頁を手繰る音だけが、牢の石壁に静かに響く。
細く白い指先が手繰っていた音よりも、少々荒い音。
あの音を出すには、やはりまだ何かが足りないらしい。

細く開いた窓から僅かに見える白砂には、砂よりも白く輝く雪。
しんしんと降る雪は、今宵の明かりにはなってくれないので、
行灯に炎を灯すと、傷がつかぬよう壁にかけた護袋が目に入る。

「知恵方……」

擦れた白い袋は、最後にあの方を見たときの、
哀れなほどにささくれた細い指の面影のようだ。










あの日も、こんな雪の日だった。









「行信殿」

 ぱさり。普段よりも、幾分力の無い教本を閉じる音。

「私から教えられる事は全てお教えしました。
 本日を以って、貴方の修業式としましょう。」 

「そ、そんな。

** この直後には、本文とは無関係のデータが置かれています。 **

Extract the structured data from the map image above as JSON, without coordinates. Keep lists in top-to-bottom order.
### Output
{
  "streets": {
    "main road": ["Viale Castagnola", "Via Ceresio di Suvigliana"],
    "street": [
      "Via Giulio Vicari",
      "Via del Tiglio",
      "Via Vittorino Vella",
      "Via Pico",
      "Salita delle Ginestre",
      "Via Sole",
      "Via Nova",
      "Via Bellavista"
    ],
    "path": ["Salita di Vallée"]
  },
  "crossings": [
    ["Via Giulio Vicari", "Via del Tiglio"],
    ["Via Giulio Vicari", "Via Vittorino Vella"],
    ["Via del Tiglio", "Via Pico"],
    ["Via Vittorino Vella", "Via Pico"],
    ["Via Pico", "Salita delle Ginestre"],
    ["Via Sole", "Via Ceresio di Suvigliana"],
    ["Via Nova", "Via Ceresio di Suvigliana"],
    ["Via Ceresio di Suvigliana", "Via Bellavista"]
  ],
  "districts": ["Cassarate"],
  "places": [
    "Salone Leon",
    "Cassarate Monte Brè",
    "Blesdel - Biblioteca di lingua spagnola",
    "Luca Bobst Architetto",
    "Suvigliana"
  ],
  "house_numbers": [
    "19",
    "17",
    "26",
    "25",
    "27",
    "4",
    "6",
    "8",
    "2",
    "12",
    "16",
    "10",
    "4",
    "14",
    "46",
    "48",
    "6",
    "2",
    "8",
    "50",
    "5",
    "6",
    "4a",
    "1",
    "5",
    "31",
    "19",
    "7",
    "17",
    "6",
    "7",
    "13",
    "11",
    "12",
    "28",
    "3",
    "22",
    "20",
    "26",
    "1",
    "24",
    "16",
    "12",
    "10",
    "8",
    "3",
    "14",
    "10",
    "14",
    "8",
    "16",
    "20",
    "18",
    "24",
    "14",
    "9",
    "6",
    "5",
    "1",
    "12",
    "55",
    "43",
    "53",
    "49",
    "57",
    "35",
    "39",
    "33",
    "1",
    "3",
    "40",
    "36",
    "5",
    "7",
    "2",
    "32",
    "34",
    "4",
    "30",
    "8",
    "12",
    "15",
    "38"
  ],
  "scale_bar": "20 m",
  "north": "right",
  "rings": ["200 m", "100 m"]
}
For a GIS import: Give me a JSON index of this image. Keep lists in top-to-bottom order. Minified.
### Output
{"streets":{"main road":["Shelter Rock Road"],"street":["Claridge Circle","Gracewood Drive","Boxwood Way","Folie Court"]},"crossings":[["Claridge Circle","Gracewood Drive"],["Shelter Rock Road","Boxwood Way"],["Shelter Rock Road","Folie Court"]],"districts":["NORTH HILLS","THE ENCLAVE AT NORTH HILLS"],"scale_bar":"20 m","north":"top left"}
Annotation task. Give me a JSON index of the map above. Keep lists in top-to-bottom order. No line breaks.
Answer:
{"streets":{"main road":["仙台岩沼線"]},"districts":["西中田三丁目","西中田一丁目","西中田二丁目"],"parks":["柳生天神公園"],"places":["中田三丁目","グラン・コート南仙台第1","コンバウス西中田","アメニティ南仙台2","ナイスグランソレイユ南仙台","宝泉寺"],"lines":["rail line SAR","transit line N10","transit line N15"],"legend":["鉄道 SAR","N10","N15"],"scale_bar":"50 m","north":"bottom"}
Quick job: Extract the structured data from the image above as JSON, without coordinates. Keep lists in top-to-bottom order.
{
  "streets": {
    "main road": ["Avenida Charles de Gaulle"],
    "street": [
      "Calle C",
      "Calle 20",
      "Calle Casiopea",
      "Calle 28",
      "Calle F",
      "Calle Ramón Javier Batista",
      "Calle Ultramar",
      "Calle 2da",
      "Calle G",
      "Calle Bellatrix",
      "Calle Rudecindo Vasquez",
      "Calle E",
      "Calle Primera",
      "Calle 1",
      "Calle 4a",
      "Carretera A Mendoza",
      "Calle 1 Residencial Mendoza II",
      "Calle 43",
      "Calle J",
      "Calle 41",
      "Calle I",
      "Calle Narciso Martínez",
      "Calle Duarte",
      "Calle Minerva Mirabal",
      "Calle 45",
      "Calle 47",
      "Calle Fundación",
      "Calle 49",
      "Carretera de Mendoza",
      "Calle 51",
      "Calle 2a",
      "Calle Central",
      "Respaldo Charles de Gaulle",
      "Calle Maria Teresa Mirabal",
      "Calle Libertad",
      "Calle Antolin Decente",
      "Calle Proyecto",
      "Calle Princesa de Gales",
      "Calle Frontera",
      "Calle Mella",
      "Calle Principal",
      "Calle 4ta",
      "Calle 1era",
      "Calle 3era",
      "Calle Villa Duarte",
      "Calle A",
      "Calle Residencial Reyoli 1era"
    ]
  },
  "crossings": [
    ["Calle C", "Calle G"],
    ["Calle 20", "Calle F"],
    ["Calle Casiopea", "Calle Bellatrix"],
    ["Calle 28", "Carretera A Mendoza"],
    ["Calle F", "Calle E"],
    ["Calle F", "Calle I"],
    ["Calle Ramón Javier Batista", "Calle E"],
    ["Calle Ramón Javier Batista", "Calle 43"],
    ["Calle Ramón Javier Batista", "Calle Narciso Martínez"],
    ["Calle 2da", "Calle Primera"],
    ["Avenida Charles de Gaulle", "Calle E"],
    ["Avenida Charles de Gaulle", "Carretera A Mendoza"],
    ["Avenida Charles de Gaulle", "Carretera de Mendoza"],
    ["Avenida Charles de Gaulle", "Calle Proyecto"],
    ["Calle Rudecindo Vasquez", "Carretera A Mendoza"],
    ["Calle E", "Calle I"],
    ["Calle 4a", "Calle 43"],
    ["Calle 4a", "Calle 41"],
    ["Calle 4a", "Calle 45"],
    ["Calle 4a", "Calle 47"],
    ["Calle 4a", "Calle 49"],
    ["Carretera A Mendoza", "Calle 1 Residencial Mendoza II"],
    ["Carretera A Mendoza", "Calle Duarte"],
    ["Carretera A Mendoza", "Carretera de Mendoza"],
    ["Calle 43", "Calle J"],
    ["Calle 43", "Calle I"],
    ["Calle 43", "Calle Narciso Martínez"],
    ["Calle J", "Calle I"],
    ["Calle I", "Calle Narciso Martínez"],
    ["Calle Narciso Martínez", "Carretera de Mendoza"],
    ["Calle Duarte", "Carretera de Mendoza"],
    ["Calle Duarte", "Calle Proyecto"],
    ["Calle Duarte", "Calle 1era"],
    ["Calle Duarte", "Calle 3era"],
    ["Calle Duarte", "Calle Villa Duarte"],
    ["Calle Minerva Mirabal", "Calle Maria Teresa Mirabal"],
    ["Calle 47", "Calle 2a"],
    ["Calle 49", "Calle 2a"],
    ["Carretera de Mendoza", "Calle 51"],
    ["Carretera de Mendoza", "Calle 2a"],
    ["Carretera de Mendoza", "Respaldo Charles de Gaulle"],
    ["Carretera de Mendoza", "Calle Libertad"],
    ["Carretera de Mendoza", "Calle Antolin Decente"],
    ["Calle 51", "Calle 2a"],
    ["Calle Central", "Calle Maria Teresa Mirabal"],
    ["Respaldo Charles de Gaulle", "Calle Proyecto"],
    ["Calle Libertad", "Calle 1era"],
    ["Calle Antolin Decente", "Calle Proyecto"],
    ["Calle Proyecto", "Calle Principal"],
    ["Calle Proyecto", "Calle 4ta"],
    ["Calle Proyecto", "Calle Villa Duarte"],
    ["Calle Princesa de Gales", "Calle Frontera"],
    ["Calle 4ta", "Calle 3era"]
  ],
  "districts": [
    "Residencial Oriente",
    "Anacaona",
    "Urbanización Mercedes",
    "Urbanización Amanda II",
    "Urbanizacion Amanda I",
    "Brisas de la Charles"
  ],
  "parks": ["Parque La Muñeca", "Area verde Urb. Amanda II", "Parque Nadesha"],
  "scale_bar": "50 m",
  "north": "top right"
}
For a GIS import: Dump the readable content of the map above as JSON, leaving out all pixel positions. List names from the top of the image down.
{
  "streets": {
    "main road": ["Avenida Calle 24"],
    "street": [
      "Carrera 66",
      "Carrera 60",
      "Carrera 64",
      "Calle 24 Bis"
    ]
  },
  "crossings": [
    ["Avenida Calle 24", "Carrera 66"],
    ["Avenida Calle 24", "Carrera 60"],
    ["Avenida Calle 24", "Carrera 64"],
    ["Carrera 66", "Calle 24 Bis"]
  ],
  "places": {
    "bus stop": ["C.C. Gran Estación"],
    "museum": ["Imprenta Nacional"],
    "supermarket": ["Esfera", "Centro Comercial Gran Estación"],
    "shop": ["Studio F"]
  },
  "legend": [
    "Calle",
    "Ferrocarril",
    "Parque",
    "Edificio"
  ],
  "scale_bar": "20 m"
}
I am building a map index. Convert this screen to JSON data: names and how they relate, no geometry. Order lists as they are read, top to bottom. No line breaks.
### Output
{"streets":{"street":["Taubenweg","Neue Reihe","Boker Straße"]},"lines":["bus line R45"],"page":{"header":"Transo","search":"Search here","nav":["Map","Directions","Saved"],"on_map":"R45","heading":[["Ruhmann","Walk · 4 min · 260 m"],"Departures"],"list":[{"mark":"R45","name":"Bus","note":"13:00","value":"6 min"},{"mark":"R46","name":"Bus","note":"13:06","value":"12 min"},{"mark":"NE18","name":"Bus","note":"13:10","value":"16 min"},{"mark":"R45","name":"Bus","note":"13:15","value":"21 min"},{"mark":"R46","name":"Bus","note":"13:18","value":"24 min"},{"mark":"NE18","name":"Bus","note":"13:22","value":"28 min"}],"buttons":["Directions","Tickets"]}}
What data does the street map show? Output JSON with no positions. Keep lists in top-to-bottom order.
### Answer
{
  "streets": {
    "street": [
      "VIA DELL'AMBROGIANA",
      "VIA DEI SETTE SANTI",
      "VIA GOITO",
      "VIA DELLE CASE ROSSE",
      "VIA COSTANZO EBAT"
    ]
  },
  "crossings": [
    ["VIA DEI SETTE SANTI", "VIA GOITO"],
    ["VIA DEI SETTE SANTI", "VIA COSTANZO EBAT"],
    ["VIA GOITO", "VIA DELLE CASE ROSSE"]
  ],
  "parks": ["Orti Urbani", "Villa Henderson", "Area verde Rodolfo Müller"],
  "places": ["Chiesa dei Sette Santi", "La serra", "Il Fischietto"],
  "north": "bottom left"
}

私にはまだまだ……!!」

「ふふ、叔父上に言われて通われるのも随分飽きてきた頃でしょう?
 これからは自らの見聞を以って、学をお修めなさい」

 どこまでも柔らかな声。仏とまごうほどの、穏やかな笑顔。
 しかし、その言葉に聞いたままの穏やかさなど無い。

「少しこちらへ」

 初めて、傍に呼ばれる。
 礼を失さぬよう、主上に謁見するときのような緊張。
 真っ白な布団のすぐ横に座ると、布団の中から、更に白い腕が伸びている。

「証書、には粗末過ぎるかもしれませんが」

 ささくれた白い手の中には、雪を押し固めたような白い護袋。

「忘れ形見、になってしまうかもしれません」

「知恵方……」

「出来れば、可能な限り貴方の傍に置いてください」

 力なく笑う、仏の顔。




 袋の正体が、妖避けの呪力を籠めた浄札であったことを知ったのは、

 全てが終わった後。





 私は、知らぬうちにとはいえ、妖をもって知恵方を隠してしまった。

 その咎により、終身この座敷牢で暮らすことになっている。


「私は、貴方を誇りに想っています。昔も、今も」

「貴方に師事出来た事は、間違いでなかったと思っています」

 ただただ、静寂と、冷え冷えとした空気だけが声を聞いてくれる。

「知恵方……」

 呼んでも、手を伸ばしても、届かないところに逝ってしまった、師匠。

 ぱさり、と、教本が落ちる音がした。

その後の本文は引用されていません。